The Court further reasoned that future public benefits are uncertain and “injured plaintiffs cannot count on their continued availability” due to the fact that these benefits are subject to legislative approval. In addition, the benefits might not be available to an injured plaintiff if that plaintiff no longer continues to qualify as indigent.

Finally, with respect to the gratuitous care provided in the home (namely, rent-free living for the plaintiff and her child, help with expenses from the plaintiff’s mother, and provision of an automobile by the plaintiff’s mother), the Court reasoned that “evidence of gratuitous services and payments by a family member should not serve to mitigate a plaintiff's damages” because “[f]amily members perform gratuitous services for their injured relative's benefit, not the tortfeasor's.” In addition, just like public benefits, gratuitous benefits from a family member have an uncertain future as well.
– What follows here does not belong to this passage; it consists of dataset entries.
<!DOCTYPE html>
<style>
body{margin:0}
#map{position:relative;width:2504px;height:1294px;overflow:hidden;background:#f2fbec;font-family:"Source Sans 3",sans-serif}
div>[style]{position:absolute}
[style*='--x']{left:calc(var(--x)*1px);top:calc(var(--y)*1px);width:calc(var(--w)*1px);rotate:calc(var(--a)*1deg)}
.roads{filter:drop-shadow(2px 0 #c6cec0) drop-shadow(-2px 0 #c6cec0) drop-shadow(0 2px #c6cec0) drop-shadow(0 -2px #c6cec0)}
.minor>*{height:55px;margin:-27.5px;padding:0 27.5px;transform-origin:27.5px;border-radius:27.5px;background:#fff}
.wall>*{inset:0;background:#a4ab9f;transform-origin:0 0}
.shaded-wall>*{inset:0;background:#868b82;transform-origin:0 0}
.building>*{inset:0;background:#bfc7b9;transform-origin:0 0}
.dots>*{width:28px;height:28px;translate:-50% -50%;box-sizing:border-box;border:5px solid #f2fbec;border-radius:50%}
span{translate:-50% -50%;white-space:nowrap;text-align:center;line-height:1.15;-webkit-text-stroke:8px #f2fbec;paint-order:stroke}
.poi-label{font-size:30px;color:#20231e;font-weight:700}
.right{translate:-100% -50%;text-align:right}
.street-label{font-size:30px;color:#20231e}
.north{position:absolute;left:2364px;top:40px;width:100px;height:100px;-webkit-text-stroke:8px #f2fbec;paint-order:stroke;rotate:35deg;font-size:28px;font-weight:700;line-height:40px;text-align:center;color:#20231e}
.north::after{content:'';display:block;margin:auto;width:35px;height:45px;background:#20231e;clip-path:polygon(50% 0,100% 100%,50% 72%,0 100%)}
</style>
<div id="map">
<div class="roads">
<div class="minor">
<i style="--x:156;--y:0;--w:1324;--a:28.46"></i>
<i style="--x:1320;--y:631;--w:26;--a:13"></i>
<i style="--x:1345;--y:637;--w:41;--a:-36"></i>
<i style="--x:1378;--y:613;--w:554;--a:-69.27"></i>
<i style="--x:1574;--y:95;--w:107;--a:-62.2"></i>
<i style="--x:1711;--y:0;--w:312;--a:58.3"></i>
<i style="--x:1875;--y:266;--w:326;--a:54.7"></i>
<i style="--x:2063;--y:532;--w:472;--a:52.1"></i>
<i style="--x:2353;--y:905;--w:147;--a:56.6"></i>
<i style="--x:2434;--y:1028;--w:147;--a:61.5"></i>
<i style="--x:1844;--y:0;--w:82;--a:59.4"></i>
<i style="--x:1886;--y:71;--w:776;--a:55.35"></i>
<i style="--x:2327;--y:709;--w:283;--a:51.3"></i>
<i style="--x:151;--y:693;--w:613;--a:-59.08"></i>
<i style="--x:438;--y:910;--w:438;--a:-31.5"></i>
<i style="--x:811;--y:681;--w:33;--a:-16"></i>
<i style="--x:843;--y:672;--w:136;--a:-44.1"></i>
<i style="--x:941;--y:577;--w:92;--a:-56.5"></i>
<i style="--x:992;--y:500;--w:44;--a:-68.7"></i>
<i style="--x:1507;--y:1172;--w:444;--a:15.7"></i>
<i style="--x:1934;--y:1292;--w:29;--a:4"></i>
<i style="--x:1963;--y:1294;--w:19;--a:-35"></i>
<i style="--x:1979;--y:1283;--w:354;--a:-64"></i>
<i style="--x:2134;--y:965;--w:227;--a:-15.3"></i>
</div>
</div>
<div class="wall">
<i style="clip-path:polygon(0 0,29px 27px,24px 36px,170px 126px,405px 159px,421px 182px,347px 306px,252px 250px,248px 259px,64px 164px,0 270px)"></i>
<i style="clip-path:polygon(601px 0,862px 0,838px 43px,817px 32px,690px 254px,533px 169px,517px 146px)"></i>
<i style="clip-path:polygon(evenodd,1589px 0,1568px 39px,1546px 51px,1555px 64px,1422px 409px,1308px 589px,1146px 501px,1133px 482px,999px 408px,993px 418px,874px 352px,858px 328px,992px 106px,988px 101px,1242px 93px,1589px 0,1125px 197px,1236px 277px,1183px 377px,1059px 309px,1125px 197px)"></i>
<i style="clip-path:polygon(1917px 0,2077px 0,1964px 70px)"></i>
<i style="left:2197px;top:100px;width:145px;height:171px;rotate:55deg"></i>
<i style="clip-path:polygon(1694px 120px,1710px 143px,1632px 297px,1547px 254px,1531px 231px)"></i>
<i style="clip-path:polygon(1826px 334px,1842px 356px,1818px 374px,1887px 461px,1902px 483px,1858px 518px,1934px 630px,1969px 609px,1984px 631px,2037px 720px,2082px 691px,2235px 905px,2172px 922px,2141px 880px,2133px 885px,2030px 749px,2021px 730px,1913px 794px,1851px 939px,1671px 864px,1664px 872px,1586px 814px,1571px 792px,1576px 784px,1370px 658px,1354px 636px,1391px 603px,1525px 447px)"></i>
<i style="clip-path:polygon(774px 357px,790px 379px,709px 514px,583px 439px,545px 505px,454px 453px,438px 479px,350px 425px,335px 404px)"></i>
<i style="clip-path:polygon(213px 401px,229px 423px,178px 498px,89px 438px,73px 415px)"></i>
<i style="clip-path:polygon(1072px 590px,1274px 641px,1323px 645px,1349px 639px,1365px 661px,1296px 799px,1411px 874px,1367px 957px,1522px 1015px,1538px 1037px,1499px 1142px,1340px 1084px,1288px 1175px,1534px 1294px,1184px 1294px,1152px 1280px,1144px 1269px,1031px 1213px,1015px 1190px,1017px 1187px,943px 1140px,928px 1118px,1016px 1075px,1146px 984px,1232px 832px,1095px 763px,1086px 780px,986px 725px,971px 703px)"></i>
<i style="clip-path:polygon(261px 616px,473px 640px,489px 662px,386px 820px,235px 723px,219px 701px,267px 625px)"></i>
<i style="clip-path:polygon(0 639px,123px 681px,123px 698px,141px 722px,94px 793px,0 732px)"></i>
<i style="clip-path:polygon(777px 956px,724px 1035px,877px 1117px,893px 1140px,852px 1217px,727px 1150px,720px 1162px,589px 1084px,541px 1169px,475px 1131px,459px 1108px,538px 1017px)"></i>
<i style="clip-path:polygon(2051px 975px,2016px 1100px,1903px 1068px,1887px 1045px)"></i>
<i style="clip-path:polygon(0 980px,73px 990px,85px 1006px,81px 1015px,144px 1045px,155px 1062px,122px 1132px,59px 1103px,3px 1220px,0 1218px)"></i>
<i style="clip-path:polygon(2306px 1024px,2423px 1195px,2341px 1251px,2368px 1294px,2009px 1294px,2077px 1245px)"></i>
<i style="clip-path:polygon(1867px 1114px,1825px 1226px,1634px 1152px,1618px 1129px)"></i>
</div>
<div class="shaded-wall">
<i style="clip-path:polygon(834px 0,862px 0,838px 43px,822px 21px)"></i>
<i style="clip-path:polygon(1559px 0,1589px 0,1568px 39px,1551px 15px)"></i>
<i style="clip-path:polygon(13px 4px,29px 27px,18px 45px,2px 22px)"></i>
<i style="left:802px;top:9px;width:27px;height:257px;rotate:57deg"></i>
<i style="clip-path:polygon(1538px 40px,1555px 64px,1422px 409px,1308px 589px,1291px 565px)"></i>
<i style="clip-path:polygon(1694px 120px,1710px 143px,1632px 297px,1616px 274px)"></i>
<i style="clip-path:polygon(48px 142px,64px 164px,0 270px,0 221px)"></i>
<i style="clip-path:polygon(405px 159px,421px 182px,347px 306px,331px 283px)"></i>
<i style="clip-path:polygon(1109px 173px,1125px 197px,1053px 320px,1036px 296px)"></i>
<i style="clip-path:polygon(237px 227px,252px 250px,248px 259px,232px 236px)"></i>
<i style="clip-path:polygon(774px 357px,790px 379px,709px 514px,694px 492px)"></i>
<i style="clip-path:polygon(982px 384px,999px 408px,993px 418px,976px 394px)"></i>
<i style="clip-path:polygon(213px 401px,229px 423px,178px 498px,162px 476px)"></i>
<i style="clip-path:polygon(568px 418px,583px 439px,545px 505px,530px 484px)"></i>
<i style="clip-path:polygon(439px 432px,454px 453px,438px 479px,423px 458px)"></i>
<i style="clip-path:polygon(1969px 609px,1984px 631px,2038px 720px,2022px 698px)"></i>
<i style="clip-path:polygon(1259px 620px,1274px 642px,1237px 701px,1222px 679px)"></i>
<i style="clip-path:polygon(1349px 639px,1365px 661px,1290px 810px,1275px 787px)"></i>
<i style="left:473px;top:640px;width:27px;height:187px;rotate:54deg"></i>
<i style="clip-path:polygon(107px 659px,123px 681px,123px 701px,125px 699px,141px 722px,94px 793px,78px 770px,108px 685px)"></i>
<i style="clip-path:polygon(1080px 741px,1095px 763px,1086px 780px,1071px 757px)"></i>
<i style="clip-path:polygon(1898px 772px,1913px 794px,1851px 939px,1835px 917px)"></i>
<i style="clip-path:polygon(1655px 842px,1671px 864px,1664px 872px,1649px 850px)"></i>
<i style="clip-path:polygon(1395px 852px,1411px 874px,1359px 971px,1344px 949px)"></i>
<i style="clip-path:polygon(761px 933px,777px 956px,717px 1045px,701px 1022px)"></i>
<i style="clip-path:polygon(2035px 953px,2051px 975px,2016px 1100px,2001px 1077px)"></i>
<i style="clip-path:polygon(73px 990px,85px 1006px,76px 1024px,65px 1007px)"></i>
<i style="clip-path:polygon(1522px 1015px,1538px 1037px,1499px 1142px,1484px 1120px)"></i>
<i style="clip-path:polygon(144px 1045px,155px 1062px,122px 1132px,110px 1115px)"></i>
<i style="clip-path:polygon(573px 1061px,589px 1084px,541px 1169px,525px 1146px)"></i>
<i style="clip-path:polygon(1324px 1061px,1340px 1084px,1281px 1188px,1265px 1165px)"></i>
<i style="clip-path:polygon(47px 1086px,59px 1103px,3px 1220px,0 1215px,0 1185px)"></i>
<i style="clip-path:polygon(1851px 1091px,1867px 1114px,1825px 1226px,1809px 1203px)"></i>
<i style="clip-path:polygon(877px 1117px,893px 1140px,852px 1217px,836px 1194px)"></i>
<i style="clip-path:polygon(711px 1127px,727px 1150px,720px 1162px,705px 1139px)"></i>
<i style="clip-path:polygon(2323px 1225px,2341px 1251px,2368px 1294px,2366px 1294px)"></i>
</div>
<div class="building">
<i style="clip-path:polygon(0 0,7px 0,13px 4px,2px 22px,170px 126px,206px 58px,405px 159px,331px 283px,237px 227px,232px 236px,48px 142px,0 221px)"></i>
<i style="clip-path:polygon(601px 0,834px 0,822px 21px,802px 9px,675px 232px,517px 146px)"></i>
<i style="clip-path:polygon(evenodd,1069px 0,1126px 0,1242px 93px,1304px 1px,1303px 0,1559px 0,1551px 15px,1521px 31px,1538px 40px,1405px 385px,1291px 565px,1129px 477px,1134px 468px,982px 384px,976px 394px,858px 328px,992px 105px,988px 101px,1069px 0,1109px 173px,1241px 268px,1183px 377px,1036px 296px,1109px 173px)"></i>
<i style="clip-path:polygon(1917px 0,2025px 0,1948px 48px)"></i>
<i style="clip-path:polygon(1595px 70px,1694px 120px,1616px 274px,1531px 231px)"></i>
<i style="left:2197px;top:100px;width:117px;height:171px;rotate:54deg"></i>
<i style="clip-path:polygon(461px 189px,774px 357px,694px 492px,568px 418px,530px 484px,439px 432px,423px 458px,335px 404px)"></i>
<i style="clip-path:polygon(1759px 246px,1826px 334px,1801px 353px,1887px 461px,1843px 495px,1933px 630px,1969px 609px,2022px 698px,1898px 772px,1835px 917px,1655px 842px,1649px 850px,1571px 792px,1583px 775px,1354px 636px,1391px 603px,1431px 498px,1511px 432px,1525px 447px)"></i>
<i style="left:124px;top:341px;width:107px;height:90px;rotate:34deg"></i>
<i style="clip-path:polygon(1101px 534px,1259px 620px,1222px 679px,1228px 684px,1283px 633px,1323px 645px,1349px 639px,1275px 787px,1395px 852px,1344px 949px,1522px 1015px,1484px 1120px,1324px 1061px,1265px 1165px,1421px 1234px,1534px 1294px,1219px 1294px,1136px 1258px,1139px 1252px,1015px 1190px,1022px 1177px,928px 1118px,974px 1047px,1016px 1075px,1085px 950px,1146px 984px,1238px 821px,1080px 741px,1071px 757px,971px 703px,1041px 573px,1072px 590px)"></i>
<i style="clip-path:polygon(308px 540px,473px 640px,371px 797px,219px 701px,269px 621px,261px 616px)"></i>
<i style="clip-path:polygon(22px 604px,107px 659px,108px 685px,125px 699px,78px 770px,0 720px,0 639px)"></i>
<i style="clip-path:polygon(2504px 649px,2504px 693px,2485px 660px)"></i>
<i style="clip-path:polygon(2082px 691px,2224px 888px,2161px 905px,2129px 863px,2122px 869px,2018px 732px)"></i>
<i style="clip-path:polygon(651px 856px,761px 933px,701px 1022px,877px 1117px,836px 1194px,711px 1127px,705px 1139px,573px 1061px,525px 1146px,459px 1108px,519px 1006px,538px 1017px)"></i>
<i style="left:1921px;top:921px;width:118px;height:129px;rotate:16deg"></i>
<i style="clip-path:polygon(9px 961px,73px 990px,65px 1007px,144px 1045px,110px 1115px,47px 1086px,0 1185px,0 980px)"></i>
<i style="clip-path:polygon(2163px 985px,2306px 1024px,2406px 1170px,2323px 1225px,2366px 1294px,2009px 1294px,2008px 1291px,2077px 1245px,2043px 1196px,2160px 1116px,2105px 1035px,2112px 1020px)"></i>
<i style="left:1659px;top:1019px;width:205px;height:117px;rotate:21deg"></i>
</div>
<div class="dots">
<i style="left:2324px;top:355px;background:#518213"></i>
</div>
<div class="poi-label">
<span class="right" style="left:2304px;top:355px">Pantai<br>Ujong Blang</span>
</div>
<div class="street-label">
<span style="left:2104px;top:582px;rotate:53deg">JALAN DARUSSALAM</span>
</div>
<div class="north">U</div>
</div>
Just last year in Nicholson, the court of appeals examined whether write-offs by the hospital (listed as a defendant in a separate suit) were inadmissible under the collateral source rule. In that case, the patient suffered from rectal cancer and underwent surgery to remove a cancerous tumor. During the surgery the doctor failed to remove a sponge from her abdomen. This failure was not discovered until almost three months after the surgery. The patient had to undergo several additional surgeries, because of which she was unable to complete chemotherapy and radiation therapy for her cancer. Her cancer returned about a year after the initial surgery and metastasized to her brain. She died about a month later.

At trial, the plaintiff was awarded over $4 million in damages. The defendant argued that the trial court erred in admitting evidence of the patient’s medical bills because over half of the total was “written off” by the hospital and not paid by anyone. The plaintiff argued the medical bills were admissible but the write-offs were not under the collateral source rule.

The court held that the collateral source rule was not applicable in Nicholson because “the hospital bills were not paid by an independent third party.” In fact, the hospital was also a defendant in a separate suit brought by the plaintiff from these facts, which the hospital settled. The amount received by the plaintiff in that settlement was applied to this case to reduce the plaintiff’s verdict.

The court noted that there are no cases in this jurisdiction or other jurisdictions “addressing the situation in which a defendant doctor in a medical malpractice case attempts to introduce evidence that a hospital, which has settled with the plaintiff in a separate action arising from the same facts, reduced the plaintiff's medical bills pursuant to ‘risk management’ practices and not pursuant to a contract with a government entity like Medicare or with some other insurance company.” However, “[w]hen the hospital is a separate tortfeasor and writes off medical expenses pursuant to an agreement with a third party,... other courts have concluded that the collateral source rule is not applicable.”

The court found it important in that case that the bills were written off by the hospital, which “was not independent and not collateral to this matter.”